The Washington PostDemocracy Dies in Darkness

Millions of students could be home for the rest of academic year because of coronavirus, officials warn

March 16, 2020 at 6:59 a.m. EDT
Wearing a protective mask and safety glasses, bus driver Perla Cardenas uses a sprayer to apply disinfectant to bus seats Thursday at the Brownsville Independent School District Transportation Department in Brownsville, Tex. (Denise Cathey/Brownsville Herald/AP)

Millions of students may remain out of school for the rest of the academic year in an effort to stop the spread of a deadly coronavirus that has reached pandemic status around the world, officials in several states are warning.

As of late Sunday, 33 states and the District of Columbia had decided to close public schools, according to a tally maintained by Education Week. When combined with the closure of specific school districts in other states at least 32.5 million public school students attending at least 64,000 schools have seen their education interrupted because of the novel coronavirus that has killed more than 6,000 people worldwide.

With the country facing an unprecedented public health crisis, schools have been ordered closed for days or weeks or even a month.

But officials in several states are now warning the closures could be longer, even through the end of the school year. New York City Mayor Bill de Blasio said on Monday morning that it was even possible that schools would be shut even longer.
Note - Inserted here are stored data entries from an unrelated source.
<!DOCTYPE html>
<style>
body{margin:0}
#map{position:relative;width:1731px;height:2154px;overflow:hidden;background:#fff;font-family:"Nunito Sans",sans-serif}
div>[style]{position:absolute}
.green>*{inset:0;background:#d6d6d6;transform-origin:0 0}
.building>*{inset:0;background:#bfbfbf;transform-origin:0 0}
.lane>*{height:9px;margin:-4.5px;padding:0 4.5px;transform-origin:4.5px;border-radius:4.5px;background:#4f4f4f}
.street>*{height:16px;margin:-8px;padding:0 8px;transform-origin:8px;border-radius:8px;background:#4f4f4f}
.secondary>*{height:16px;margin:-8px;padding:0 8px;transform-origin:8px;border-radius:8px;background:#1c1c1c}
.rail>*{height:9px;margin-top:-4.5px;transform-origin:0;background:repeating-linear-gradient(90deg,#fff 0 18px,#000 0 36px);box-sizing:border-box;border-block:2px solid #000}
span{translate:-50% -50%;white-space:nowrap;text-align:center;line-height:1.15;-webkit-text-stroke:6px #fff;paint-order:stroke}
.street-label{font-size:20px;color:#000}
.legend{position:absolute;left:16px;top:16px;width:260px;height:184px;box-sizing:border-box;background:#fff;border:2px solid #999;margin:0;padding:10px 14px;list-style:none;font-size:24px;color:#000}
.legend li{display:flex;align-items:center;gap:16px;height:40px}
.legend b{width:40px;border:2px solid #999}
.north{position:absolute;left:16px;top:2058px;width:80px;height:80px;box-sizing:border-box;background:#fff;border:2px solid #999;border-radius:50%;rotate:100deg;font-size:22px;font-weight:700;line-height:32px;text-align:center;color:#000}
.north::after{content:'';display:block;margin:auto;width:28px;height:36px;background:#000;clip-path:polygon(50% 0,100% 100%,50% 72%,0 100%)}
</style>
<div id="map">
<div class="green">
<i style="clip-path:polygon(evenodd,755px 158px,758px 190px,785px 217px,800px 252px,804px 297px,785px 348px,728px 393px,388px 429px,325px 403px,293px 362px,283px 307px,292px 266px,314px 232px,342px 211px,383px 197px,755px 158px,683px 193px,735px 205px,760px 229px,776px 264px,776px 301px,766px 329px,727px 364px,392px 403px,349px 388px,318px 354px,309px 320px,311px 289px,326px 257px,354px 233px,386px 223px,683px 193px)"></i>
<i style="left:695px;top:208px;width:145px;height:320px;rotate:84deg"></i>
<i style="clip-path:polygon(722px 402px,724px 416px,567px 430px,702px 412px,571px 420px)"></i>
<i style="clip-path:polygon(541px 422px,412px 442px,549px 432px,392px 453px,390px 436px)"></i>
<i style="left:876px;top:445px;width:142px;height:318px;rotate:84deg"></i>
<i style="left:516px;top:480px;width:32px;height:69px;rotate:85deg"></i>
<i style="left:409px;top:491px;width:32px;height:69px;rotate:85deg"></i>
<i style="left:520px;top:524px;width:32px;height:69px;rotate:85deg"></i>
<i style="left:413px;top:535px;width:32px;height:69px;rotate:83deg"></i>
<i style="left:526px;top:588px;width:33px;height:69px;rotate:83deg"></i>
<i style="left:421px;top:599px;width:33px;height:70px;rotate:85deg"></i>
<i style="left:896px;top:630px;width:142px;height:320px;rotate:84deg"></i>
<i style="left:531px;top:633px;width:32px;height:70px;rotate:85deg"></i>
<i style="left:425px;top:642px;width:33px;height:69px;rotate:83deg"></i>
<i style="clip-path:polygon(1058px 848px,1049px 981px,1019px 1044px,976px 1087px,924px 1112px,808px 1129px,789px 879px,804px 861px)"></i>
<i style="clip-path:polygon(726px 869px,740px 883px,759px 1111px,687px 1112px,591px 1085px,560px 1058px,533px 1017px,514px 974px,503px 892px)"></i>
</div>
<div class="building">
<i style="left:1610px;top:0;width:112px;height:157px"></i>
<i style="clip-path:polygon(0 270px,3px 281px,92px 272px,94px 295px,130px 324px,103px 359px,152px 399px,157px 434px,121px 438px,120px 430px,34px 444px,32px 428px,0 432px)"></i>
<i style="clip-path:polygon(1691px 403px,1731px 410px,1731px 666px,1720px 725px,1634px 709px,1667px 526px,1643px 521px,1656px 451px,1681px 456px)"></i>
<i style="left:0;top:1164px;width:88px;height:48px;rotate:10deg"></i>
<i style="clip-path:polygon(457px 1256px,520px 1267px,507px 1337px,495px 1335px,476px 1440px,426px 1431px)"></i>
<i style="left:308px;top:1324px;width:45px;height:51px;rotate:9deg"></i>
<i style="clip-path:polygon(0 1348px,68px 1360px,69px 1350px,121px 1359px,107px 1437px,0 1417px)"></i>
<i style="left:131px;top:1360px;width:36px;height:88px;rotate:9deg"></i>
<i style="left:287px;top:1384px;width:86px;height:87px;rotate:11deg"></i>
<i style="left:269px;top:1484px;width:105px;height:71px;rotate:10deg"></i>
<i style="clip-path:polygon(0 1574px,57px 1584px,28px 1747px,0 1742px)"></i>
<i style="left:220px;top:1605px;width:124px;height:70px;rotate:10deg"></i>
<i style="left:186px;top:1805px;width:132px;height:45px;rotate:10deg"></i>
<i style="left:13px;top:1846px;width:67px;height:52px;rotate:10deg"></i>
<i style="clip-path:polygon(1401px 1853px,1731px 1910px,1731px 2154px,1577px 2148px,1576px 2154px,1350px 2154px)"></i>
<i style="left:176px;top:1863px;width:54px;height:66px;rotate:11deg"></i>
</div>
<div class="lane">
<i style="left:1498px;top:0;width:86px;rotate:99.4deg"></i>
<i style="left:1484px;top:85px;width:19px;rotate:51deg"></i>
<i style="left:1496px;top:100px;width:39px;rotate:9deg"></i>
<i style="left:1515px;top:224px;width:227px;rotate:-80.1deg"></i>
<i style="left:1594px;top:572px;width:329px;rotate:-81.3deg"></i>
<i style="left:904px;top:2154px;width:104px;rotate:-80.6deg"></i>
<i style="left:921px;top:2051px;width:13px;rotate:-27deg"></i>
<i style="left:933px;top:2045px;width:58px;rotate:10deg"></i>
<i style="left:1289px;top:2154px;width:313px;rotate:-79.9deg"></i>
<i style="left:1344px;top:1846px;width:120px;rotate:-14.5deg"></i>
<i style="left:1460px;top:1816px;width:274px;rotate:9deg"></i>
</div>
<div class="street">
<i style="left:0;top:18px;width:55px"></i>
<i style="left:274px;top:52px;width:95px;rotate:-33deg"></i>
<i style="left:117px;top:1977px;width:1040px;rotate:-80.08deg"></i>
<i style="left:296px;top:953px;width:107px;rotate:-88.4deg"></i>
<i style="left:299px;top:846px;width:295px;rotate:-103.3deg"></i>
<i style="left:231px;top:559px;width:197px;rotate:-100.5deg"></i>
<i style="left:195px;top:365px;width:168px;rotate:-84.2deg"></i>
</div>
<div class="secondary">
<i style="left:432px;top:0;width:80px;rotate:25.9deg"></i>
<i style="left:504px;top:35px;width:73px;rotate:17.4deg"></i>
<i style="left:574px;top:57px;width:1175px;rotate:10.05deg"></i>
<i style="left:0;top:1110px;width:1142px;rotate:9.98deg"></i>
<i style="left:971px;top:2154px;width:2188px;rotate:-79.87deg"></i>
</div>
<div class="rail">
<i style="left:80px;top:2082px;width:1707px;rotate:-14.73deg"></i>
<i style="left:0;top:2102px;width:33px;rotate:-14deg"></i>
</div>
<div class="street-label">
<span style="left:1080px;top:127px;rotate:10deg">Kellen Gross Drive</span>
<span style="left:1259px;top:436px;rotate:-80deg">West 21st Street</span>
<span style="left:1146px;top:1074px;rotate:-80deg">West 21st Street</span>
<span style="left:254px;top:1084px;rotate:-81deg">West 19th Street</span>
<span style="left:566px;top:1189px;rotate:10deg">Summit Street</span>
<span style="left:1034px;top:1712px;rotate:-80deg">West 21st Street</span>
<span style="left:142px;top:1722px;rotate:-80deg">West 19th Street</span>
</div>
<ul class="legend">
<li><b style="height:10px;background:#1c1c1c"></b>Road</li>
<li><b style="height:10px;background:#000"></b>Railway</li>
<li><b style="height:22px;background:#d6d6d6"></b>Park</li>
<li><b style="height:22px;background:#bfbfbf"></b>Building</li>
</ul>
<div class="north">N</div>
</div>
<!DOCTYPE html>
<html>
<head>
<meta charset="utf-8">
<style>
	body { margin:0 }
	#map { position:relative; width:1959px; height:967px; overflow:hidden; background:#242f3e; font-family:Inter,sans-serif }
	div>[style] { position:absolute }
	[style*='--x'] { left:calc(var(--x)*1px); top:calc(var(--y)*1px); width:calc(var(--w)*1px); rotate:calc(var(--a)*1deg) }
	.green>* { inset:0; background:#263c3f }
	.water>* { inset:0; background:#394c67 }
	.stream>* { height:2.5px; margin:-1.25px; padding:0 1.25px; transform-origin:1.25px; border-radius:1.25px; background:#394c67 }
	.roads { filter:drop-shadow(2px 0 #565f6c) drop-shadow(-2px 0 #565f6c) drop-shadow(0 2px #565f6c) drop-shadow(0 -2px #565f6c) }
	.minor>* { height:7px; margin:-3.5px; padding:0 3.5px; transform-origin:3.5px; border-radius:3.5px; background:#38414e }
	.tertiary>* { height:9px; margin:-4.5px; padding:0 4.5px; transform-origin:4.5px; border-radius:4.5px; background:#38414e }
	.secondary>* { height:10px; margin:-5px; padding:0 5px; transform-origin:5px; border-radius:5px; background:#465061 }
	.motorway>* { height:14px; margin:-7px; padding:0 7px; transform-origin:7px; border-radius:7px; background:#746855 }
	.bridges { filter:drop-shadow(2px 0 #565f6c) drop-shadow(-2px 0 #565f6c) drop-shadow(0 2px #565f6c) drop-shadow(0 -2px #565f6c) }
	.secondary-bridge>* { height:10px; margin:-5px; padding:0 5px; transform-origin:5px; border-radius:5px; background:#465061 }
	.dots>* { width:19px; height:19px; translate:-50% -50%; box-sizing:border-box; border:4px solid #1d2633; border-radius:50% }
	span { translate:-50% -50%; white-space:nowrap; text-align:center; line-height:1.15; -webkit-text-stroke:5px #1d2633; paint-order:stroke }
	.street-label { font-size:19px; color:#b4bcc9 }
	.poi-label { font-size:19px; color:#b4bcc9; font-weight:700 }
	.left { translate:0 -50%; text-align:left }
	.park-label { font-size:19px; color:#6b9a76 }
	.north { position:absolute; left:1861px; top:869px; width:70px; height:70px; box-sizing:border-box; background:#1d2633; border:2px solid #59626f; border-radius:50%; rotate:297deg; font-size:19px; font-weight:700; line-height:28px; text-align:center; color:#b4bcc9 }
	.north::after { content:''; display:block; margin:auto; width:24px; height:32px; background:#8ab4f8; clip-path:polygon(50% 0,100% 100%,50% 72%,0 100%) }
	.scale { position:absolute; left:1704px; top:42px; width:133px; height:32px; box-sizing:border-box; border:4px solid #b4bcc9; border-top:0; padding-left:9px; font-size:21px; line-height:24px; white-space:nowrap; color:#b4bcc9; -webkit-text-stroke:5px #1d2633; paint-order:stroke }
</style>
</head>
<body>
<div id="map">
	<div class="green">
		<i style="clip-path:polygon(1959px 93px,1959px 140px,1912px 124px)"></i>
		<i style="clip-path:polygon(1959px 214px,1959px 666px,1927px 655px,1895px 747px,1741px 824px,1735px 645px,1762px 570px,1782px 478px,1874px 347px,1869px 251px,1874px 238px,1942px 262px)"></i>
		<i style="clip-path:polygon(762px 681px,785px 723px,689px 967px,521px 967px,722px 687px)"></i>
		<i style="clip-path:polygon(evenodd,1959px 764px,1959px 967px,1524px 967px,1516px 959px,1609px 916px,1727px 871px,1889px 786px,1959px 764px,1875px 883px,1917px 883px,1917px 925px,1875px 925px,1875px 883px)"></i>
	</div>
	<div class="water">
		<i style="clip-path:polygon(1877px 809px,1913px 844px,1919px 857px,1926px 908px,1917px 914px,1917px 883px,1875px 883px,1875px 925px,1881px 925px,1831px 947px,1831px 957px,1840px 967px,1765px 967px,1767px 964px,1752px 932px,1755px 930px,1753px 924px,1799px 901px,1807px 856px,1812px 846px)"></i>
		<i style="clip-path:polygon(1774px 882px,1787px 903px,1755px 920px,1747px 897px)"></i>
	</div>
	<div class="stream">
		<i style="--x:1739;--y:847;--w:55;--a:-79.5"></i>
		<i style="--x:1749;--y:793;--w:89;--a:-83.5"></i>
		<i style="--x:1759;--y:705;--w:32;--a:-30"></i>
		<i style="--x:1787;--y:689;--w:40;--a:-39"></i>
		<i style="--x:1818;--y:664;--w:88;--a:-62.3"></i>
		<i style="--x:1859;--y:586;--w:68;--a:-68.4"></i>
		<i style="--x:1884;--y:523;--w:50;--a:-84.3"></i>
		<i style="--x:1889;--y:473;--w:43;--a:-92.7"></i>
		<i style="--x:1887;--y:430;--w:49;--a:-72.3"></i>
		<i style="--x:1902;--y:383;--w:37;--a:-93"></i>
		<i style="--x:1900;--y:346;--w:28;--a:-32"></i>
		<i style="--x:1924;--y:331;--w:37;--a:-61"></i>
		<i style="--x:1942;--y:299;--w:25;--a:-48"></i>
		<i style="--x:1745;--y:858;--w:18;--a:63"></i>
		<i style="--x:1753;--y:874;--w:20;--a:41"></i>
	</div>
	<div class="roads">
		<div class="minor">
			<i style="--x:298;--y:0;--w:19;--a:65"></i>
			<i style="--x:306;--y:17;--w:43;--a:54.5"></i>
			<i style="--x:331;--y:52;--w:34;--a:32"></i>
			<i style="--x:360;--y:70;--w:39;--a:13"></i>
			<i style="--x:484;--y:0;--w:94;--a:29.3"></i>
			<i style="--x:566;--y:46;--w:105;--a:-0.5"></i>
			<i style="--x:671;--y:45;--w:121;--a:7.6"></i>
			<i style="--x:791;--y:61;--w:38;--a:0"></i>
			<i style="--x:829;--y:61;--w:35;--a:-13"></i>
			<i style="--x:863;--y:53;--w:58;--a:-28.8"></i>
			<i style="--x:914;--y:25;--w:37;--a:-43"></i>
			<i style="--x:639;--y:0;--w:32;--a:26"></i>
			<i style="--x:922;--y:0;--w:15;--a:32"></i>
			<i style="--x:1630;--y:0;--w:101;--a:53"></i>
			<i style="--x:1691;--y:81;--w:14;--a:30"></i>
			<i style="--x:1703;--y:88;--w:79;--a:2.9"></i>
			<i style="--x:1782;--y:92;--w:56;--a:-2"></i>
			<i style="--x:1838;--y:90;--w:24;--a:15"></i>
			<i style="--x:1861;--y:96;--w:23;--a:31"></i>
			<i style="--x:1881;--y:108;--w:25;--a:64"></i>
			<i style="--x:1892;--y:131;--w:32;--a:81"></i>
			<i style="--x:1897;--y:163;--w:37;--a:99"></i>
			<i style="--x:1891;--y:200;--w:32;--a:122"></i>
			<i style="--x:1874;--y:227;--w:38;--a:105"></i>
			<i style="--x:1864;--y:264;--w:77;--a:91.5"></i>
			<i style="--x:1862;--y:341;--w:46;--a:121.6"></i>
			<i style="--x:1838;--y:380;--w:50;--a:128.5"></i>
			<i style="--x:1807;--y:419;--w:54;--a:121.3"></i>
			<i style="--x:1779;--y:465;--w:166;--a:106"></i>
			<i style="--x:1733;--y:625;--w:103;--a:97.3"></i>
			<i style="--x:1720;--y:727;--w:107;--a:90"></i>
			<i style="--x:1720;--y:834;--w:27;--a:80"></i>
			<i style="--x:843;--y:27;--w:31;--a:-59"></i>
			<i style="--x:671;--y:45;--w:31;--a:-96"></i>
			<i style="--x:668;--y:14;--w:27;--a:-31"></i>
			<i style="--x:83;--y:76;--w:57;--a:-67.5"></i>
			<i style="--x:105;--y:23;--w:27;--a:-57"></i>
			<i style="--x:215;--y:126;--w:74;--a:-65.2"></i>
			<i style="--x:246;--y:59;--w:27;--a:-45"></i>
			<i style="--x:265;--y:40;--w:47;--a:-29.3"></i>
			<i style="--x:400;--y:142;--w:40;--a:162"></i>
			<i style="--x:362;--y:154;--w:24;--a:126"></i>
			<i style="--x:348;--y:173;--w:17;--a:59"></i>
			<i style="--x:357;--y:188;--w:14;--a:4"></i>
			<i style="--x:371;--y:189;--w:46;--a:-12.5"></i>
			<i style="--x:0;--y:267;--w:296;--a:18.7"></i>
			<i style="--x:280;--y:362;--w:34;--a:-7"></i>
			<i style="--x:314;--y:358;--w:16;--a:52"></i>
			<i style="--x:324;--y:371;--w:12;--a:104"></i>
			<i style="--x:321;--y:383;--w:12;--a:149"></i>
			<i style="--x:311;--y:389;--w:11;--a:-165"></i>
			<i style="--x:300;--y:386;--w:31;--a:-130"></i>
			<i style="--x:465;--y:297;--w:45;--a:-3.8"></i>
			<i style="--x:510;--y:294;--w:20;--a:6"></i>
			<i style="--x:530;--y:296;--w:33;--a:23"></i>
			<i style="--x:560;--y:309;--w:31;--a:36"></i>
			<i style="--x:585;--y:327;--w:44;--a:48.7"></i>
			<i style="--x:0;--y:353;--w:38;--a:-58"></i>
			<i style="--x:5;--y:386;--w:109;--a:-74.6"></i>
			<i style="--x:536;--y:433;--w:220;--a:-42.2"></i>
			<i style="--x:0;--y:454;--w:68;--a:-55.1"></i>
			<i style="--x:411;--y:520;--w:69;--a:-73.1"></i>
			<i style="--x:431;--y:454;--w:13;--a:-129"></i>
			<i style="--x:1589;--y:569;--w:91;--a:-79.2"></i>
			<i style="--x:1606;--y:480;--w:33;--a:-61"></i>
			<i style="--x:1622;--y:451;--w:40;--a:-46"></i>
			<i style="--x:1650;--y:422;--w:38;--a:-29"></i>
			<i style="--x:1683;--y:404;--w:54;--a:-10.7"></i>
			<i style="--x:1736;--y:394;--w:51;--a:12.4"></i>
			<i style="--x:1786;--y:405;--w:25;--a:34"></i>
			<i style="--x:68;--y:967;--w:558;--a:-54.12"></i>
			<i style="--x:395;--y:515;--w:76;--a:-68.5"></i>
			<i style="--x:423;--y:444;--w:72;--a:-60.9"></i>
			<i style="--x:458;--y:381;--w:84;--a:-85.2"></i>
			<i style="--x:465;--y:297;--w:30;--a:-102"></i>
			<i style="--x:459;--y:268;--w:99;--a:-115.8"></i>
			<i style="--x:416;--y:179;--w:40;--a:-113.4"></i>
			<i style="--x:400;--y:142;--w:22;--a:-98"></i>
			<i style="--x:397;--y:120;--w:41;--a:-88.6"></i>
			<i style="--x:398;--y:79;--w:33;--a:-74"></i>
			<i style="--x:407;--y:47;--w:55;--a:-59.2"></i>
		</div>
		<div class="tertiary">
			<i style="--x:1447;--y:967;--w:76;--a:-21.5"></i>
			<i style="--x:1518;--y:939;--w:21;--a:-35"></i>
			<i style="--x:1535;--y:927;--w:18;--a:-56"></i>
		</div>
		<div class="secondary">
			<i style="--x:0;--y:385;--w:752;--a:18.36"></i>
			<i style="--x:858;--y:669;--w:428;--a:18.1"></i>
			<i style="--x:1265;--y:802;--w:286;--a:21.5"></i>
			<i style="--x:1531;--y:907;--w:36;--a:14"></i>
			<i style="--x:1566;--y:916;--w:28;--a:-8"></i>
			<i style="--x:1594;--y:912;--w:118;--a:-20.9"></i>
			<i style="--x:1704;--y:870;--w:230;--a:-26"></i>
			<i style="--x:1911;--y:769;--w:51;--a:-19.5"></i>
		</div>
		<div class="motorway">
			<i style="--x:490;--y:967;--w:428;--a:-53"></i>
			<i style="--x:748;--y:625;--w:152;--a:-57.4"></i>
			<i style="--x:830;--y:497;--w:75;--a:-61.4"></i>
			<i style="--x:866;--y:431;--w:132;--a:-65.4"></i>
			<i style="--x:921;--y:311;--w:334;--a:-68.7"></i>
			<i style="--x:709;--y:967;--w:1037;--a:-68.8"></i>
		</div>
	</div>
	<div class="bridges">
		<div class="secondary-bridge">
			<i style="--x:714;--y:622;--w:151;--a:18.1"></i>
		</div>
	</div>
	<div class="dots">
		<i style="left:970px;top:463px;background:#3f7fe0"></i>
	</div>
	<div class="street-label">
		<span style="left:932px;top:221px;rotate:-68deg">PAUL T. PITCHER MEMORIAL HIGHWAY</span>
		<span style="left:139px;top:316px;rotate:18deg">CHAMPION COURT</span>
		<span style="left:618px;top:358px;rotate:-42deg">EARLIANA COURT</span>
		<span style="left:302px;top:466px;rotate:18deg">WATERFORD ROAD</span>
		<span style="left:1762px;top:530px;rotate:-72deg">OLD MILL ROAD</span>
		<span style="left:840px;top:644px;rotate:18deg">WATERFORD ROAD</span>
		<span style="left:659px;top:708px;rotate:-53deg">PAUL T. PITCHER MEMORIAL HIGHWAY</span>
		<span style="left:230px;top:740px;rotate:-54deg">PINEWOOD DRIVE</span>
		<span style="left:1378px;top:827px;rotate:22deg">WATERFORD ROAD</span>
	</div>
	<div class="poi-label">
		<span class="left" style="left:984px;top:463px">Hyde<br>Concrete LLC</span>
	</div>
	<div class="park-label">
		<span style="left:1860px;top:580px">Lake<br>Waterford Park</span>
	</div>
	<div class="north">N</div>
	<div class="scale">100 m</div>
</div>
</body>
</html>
De Blasio had resisted closing the city’s schools, which educate 1.1 million students, because school for many children is a safe place on which they depend to eat breakfast and lunch, and because he feared that parents who are critical in the life of the New York, such as health professionals and first responders, would have to stay home with their children. But but he came under enormous public pressure to do so and on Sunday the schools were closed from Monday through at least April 20.

“I would love nothing more than to re-open on April 20, which is right after our spring break,” he said on MSNBC’s “Morning Joe.” “But I fear that this crisis is going to start to crescendo through April, May before it ever gets better. The classic ‘it’s going to get a lot worse before it gets better.’ I think that’s a hard atmosphere to reopen schools in.

"Yet if we are lucky, if all things break in our favor, it’s possible [to reopen on April 20]. But I wanted to get people acclimated to a new reality that this is very well going to take us through the school year and maybe beyond because it’s not just the sheer track of the disease. It’s all the other dislocations we have to deal with.”

On Sunday, Ohio Gov. Mike DeWine (R) and Texas Education Commissioner Mike Morath said students in their states may not return to school for the rest of the academic year. There are more than 5.4 million public school students in Texas, and about 1.7 million in Ohio.

On CNN’s “State of the Union” on Sunday morning, DeWine said: “We’ve informed the superintendents why we’ve closed schools for three weeks and … the odds are this is going to go on a lot longer, and it would not surprise me at all if schools did not open again this year.”

Morath held phone calls with superintendents and legislators Sunday and told them “large numbers of kids” in schools where there is significant spread of the novel coronavirus, which causes the disease covid-19, could be kept out of school for the rest of the academic year, the Houston Chronicle reported.

The latest guidance on school closures from the Centers for Disease Control and Prevention was not explicit in its recommendations. It said the available evidence from other countries is those places that did close schools, such as Hong Kong, “have not had more success in reducing spread than those that did not,” such as Singapore.

It also said “available modeling” indicates early closures of a few days or two to four weeks “do not impact” the spread of the virus or hospitalizations but may be useful if many students and staff are absent, or to clean buildings and try to trace networks of people who may have been infected.

“There may be some impact” from school closures of eight to 20 weeks, the CDC said, but that modeling shows that other efforts, such as hand-washing and home isolation, “have more impact on both spread of disease and health care measures.”

Meanwhile, state education officials are grappling with a range of issues, such as how to keep students learning while at home and how to feed students who ordinarily depend on schools to provide them with breakfast and lunch. Other issues include what to do about scheduled standardized testing, which occurs in most states every spring as accountability measures for schools.

In Washington state, Gov. Jay Inslee (D) canceled all state standardized assessments for the remainder of the 2020 school year. In guidance for schools provided by the state, it says at one point when discussing graduating seniors, “[a]ssuming school districts reopen later this spring,” suggesting the Inslee administration is not certain that will happen.

In Illinois, where schools will be closed from March 17 to at least March 30, education officials alerted the public Sunday night that they had no plans to require the days to be made up. The Illinois State Board of Education said in a tweet that it had hosted six virtual town halls with superintendents and other educational leaders and relayed this information: “All of the days during this initial closure March 17-30 will be considered Act of God Days and will not be made up.”

The “Act of God Days” reference refers to a policy that means schools were closed for a condition beyond the control of the district that poses a hazard to the school communities, and that school personnel will be paid through the closure.